Noon: People's Climate March Wants to Change the System, Not the Weather

Noon: People's Climate March Wants to Change the System, Not the Weather

“Extremist voices and groups have hijacked Islam and misappropriated the right to speak on its behalf,” Iyad Ameen Madani, secretary general of the Organization of Islamic Cooperation, told the 25th Session of the Arab Summit earlier this year.

Surely sincere lovers of nature can similarly see that extremists have hijacked the environmental movement, as evidenced by the People’s Climate March last week in New York City and the subsequent UN Climate Summit.

The People’s Climate March had little to do with the climate. The eco-extremists want to “change the system.”

While reported numbers vary, hundreds of thousands of people clogged (and littered) the streets of New York City, with solidarity events held elsewhere around the globe. The parade had grand marshals such as actors Leonardo DiCaprio and Mark Ruffalo, and politicos such as Al Gore and Robert Kennedy, Jr.

It also had an assortment of anti-Americans and anti-capitalists. Human Events described the menagerie this way: “If you’re in favor of totalitarian power, sympathetic to America’s enemies, dubious about representative democracy, hostile to free markets, or you just get turned on by fantasizing about violent revolution, there was a place for you at this march.”

Marchers carried a banner stating: “Capitalism is the disease, socialism is the cure.” Other signs read: “Capitalism is killing the planet. Fight for a socialist future.”

Hydraulic fracturing–uniquely responsible for U.S. carbon dioxide emissions dropping to the lowest in 20 yearscame under special attack: “Make fracking a crime.” Marchers held signs saying: “Fracking = Climate Change. Ban fracking now.”
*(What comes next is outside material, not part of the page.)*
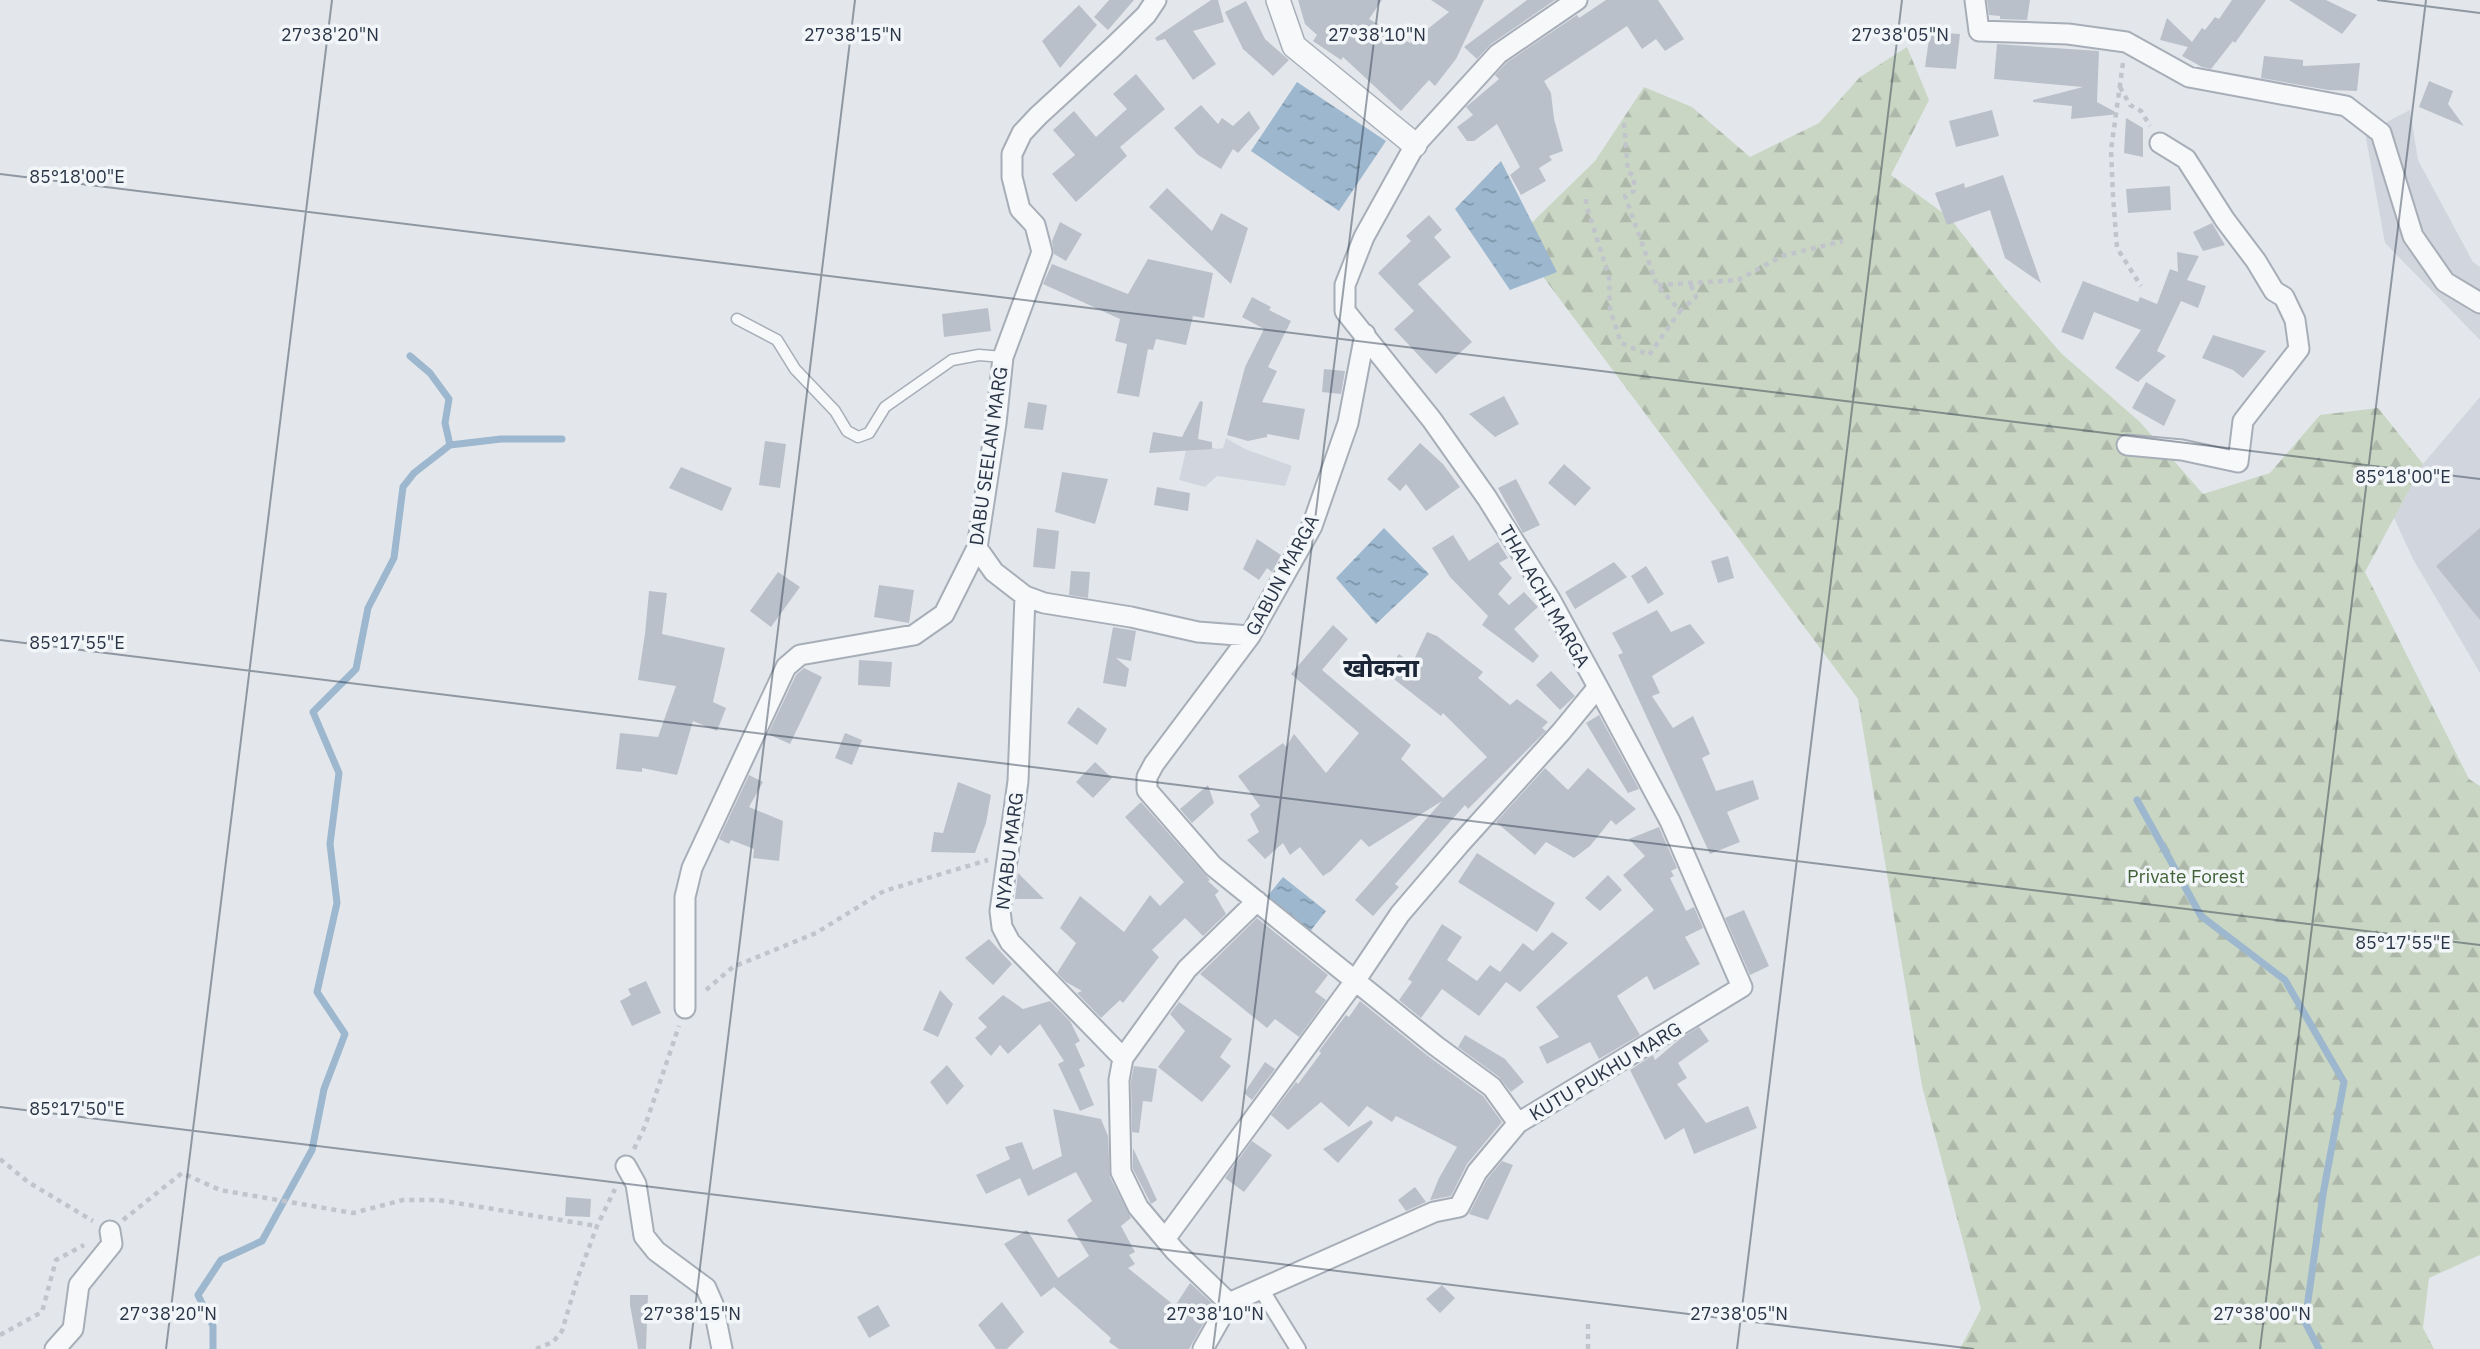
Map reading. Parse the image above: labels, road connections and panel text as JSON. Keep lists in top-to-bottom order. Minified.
{"streets":{"street":["DABU SEELAN MARG","GABUN MARGA","THALACHI MARGA","NYABU MARG","KUTU PUKHU MARG"]},"crossings":[["GABUN MARGA","THALACHI MARGA"],["THALACHI MARGA","KUTU PUKHU MARG"]],"districts":["खोकना"],"parks":["Private Forest"],"coordinates":["27°38'20\"N","27°38'15\"N","27°38'10\"N","27°38'05\"N","85°18'00\"E","85°17'55\"E","85°17'50\"E","27°38'00\"N"]}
Speaking of crimes, Robert Kennedy, Jr., in an interview at the Climate March, told Climate Depot‘s Marc Morano that he wishes there were a law to punish global warming skeptics. Interviews with marchers revealed sentiments ranging from “corporations have to be reined in” to the notion that the marchers are “building a revolution for a whole new society–a new socialist society.”

A man in a cow costume carried a sign reading: “I fart. Therefore, I am the problem.” Bob Linden, host of the nationally-syndicated program “Go Vegan,” stated: “[I]f 50 to 85 percent of us switch to veganism by 2020, scientists tell us we can save the planet from climate change.”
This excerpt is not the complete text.